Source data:
***

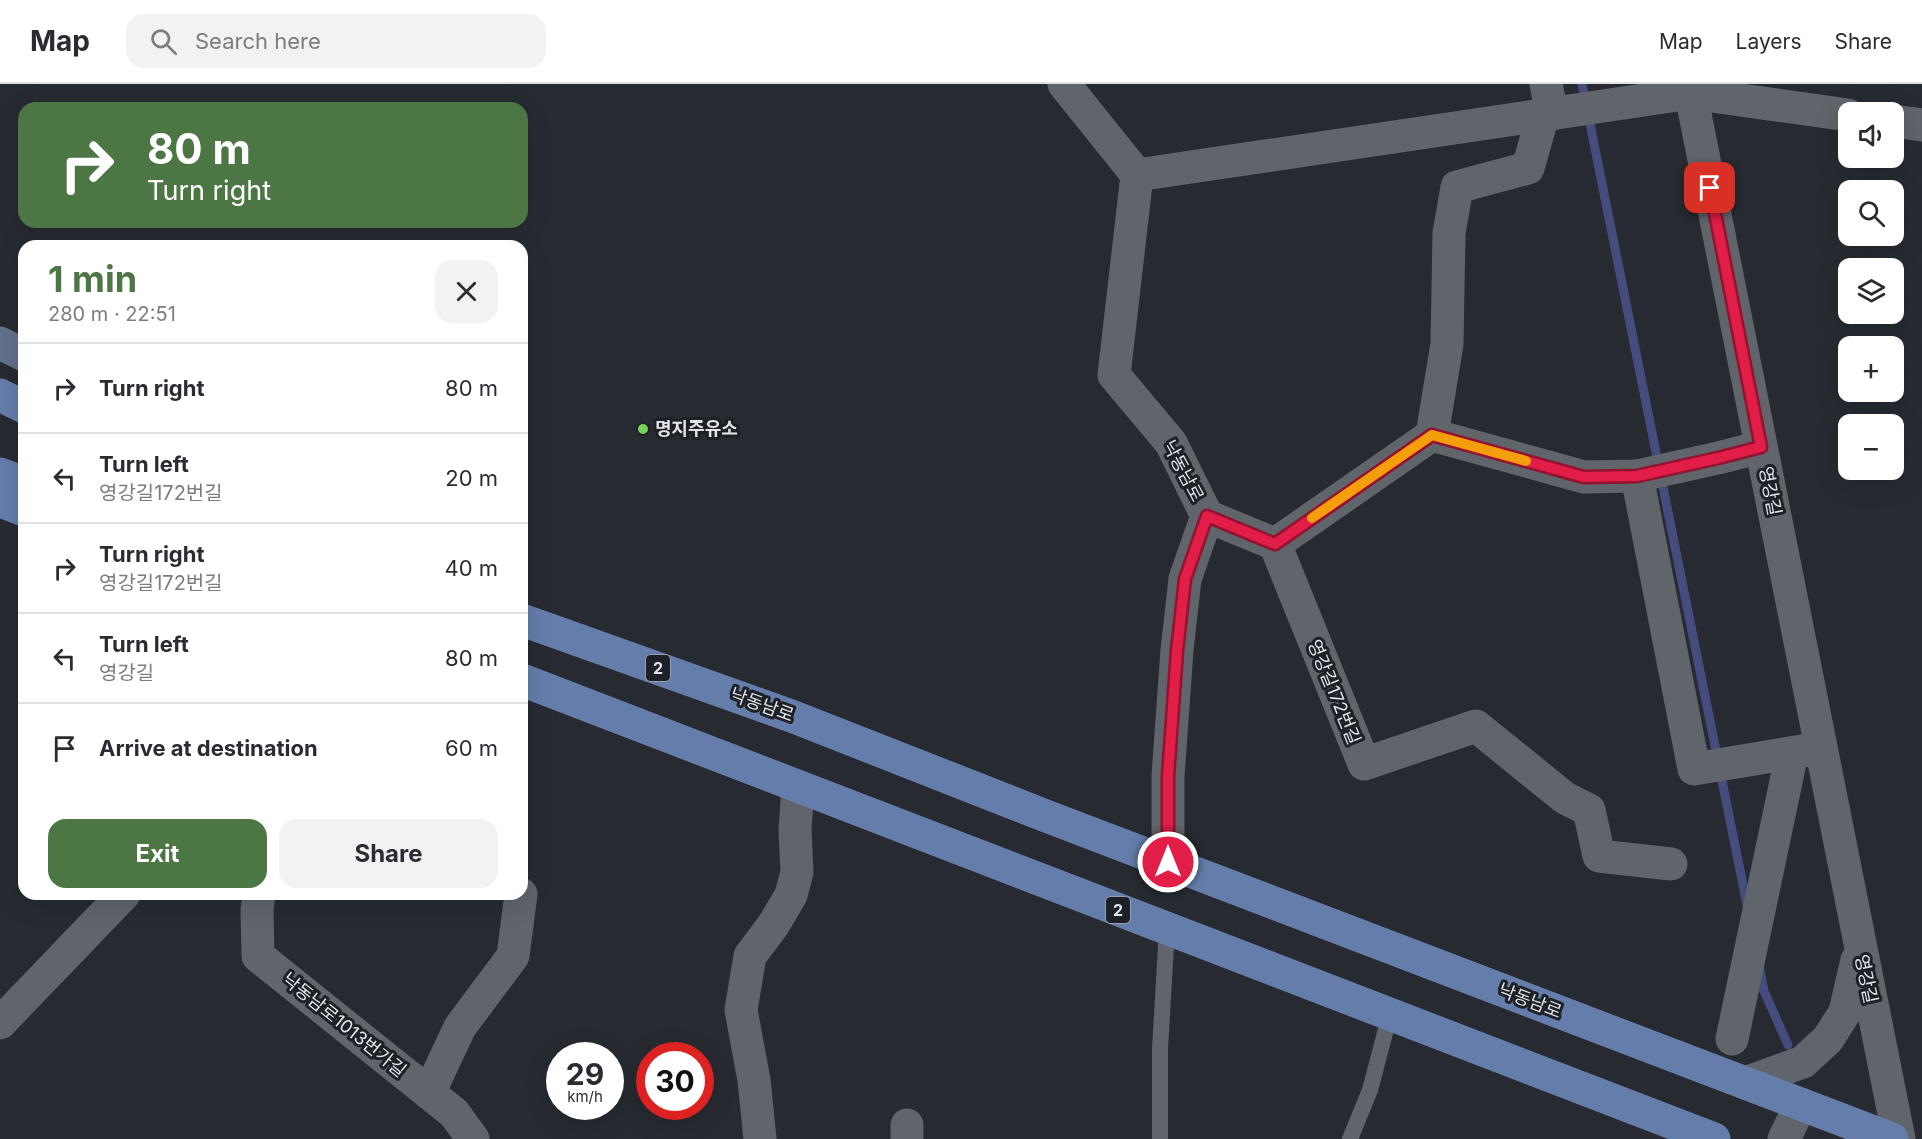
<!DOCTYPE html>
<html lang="en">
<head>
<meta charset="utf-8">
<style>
  :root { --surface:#fff; --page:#f2f2f3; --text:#2b2b33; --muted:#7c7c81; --line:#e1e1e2; --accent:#4d7645 }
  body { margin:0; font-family:Inter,"Noto Sans KR",sans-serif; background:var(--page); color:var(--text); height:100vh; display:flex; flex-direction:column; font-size:22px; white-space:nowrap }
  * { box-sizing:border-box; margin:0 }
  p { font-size:20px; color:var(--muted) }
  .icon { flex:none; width:33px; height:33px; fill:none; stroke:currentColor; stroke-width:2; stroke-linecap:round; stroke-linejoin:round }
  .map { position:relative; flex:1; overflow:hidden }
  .side { position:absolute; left:18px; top:156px; width:510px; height:660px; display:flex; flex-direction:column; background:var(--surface); border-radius:18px; box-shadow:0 6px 24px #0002 }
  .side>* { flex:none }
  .top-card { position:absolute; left:18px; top:18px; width:510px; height:126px; border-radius:18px; box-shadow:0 6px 24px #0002; background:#4d7645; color:#fff; overflow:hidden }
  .tools { position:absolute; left:1838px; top:18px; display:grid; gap:12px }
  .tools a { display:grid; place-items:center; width:66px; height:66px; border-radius:12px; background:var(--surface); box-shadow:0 6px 24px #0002; font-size:30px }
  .speed { position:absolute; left:546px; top:958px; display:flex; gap:12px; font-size:30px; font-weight:700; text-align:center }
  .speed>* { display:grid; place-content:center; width:78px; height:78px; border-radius:50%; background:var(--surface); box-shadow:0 6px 24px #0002; line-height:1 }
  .speed small { font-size:15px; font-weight:400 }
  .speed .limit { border:9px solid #d22; background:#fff; color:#111 }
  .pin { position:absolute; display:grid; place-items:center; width:51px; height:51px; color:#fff; margin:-26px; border-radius:12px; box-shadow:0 3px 9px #0006 }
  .me { position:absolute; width:66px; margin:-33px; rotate:0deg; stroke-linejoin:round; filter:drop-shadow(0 0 4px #0008) }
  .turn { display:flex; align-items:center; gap:21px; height:126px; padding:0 30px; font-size:27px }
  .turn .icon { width:78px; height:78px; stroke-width:2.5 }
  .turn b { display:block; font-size:42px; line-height:51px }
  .round { display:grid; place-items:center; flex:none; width:63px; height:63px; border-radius:18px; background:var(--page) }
  .headline { display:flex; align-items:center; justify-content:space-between; height:102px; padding:0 30px }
  h1 { font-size:36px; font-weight:700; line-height:45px; color:var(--accent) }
  .action { display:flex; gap:12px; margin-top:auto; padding:12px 30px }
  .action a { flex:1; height:69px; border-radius:18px; background:var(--accent); color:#fff; font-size:24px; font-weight:700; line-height:69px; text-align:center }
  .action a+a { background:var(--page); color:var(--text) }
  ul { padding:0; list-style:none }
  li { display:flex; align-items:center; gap:18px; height:90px; padding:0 30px; border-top:2px solid var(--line) }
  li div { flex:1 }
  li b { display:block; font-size:22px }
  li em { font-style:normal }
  header { display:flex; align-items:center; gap:36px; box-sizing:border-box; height:84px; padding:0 30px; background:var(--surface); border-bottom:2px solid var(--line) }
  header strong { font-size:28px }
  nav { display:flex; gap:33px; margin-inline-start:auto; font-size:21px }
  .search { width:420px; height:54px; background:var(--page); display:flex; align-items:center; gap:15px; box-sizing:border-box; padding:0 21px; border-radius:18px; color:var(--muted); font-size:22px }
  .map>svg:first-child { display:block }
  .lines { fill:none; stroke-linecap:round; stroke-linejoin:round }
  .stream { stroke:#444d7d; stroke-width:9 }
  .service { stroke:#60646b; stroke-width:16 }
  .minor { stroke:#60646b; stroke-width:33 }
  .tertiary { stroke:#60646b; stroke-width:33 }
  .secondary { stroke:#62708a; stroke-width:33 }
  .primary { stroke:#647daa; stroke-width:33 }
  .route-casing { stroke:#92132f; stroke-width:15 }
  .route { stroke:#e11d48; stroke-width:10 }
  .slow { stroke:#f59e0b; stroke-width:10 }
  .poi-dot { fill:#76d25a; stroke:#1d2127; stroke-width:2 }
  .labels { text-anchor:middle; stroke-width:6; stroke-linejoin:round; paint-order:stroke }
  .shield { fill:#1d2127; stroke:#a7aaae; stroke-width:1.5 }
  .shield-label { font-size:16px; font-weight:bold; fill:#e2e4e8 }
  .poi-label { font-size:18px; font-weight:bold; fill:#e2e4e8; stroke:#1d2127; text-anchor:start }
  .street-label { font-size:18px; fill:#e2e4e8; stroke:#1d2127 }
</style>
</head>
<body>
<header>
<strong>Map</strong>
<div class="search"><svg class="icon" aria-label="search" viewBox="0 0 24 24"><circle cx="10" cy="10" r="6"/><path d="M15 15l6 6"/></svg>Search here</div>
<nav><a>Map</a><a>Layers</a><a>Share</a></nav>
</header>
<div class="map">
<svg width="1922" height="1055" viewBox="0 0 1922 1055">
  <rect width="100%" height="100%" fill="#272a31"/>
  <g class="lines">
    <!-- stream -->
    <g class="stream">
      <polyline points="1582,0 1747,821"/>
      <polyline points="1759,882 1764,907 1788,961"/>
    </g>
    <!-- service -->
    <g class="service">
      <polyline points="1160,1055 1160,965 1167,845"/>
      <polyline points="1350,1055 1370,1006 1390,930"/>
    </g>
    <!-- minor -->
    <g class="minor">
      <polyline points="1064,0 1137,91 1114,291 1171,359 1207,432 1185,495 1177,566 1168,692 1168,778"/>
      <polyline points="1546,0 1552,30"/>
      <polyline points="1893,37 1922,41"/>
      <polyline points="1137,91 1691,9 1848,31"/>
      <polyline points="1432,351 1447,260 1449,149 1457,103 1528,84 1543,31"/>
      <polyline points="1637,392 1694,685 1820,664"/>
      <polyline points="1207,432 1275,460"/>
      <polyline points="1275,460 1364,680 1476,642 1565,714 1589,726 1599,772 1671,780"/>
      <polyline points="1275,460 1432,351 1584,393 1637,392 1718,374 1761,363"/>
      <polyline points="259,810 257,826 258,872 454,1029 473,1055"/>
      <polyline points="0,939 124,810"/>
      <polyline points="1732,955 1792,669"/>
      <polyline points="429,1009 460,943 513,872 521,810"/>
      <polyline points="760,1055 754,996 741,926 750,872 774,840 791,811 797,788 795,746 798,703"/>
      <polyline points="907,1055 907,1041"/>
      <polyline points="1784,1055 1801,1020"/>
    </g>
    <!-- tertiary -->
    <g class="tertiary">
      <polyline points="1689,0 1899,1055"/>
      <polyline points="1745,999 1803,978 1828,955 1845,928 1857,876"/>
    </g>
    <!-- secondary -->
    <polyline class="secondary" points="0,259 24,271"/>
    <!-- primary -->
    <g class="primary">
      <polyline points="0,311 24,323"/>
      <polyline points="0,390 24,399"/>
      <polyline points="0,417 24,426"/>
      <polyline points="522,536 794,633 1046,732 1892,1055"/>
      <polyline points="522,596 1714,1055"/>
    </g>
  </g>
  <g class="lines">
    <!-- route casing -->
    <g class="route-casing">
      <polyline id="route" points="1168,778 1168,692 1177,567 1185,495 1207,432 1275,460 1432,351 1584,393 1637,392 1718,374 1761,363 1710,104"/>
    </g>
    <!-- route -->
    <use href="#route" class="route"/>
    <!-- slow -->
    <polyline class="slow" points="1312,434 1432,351 1526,377"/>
  </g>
  <!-- markers -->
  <circle class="poi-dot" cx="643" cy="345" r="6"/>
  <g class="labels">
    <!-- shield labels -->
    <g class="shield">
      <rect x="646" y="571" width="24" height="26" rx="4.5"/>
      <rect x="1106" y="813" width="24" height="26" rx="4.5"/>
    </g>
    <g class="shield-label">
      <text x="658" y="590">2</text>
      <text x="1118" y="832">2</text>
    </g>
    <!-- poi labels -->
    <g class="poi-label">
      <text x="655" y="351">명지주유소</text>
    </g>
    <!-- street labels -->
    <g class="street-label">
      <text transform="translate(1183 387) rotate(62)" y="6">낙동남로</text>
      <text transform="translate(1770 407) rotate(79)" y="6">영강길</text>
      <text transform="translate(1334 608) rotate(68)" y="6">영강길172번길</text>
      <text transform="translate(762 621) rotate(20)" y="6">낙동남로</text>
      <text transform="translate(1866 895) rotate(78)" y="6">영강길</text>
      <text transform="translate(1530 917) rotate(21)" y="6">낙동남로</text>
      <text transform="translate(344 941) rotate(39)" y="6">낙동남로1013번가길</text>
    </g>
  </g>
</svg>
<div class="tools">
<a><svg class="icon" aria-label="sound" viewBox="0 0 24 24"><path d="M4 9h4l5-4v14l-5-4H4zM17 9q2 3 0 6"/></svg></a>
<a><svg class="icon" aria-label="search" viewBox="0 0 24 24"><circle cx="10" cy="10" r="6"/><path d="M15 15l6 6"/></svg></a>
<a><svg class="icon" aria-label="layers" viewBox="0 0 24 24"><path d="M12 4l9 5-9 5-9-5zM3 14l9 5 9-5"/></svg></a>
<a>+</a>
<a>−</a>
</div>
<div class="speed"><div>29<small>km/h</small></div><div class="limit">30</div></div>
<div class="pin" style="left:1710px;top:104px;background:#d93025"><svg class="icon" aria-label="arrive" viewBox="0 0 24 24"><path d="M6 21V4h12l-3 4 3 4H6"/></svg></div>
<svg class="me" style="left:1168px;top:778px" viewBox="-20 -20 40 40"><circle r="17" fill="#e11d48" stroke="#fff" stroke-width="3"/><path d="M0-11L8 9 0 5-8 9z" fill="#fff"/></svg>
<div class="top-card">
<div class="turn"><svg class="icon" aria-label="right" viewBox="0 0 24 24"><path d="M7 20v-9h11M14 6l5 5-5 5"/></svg><div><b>80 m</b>Turn right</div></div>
</div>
<section class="side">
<div class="headline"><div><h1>1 min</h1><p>280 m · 22:51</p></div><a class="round"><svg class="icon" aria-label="close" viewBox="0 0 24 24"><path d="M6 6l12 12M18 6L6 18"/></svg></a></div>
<ul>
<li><svg class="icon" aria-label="right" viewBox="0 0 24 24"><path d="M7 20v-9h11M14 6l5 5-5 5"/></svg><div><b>Turn right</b></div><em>80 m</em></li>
<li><svg class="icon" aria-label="left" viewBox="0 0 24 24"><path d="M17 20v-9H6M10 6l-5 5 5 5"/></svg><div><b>Turn left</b><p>영강길172번길</p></div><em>20 m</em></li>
<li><svg class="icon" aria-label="right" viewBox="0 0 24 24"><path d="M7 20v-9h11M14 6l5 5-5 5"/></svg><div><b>Turn right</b><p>영강길172번길</p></div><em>40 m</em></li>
<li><svg class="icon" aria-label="left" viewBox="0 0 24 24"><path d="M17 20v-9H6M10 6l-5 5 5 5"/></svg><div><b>Turn left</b><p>영강길</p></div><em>80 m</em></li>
<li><svg class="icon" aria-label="arrive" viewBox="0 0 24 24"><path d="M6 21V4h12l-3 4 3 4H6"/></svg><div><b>Arrive at destination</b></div><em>60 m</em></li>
</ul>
<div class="action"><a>Exit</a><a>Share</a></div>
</section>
</div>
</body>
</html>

***

## TASK INSTRUCTIONS
Please restate the lines above exactly, starting at the first line of the data and stopping at the line containing "--surface:#fff; --page:#f2f2f3; --text:#2b2b33;", which is included. Omit pictures.

## EXERCISE RESULT
<!DOCTYPE html>
<html lang="en">
<head>
<meta charset="utf-8">
<style>
  :root { --surface:#fff; --page:#f2f2f3; --text:#2b2b33; --muted:#7c7c81; --line:#e1e1e2; --accent:#4d7645 }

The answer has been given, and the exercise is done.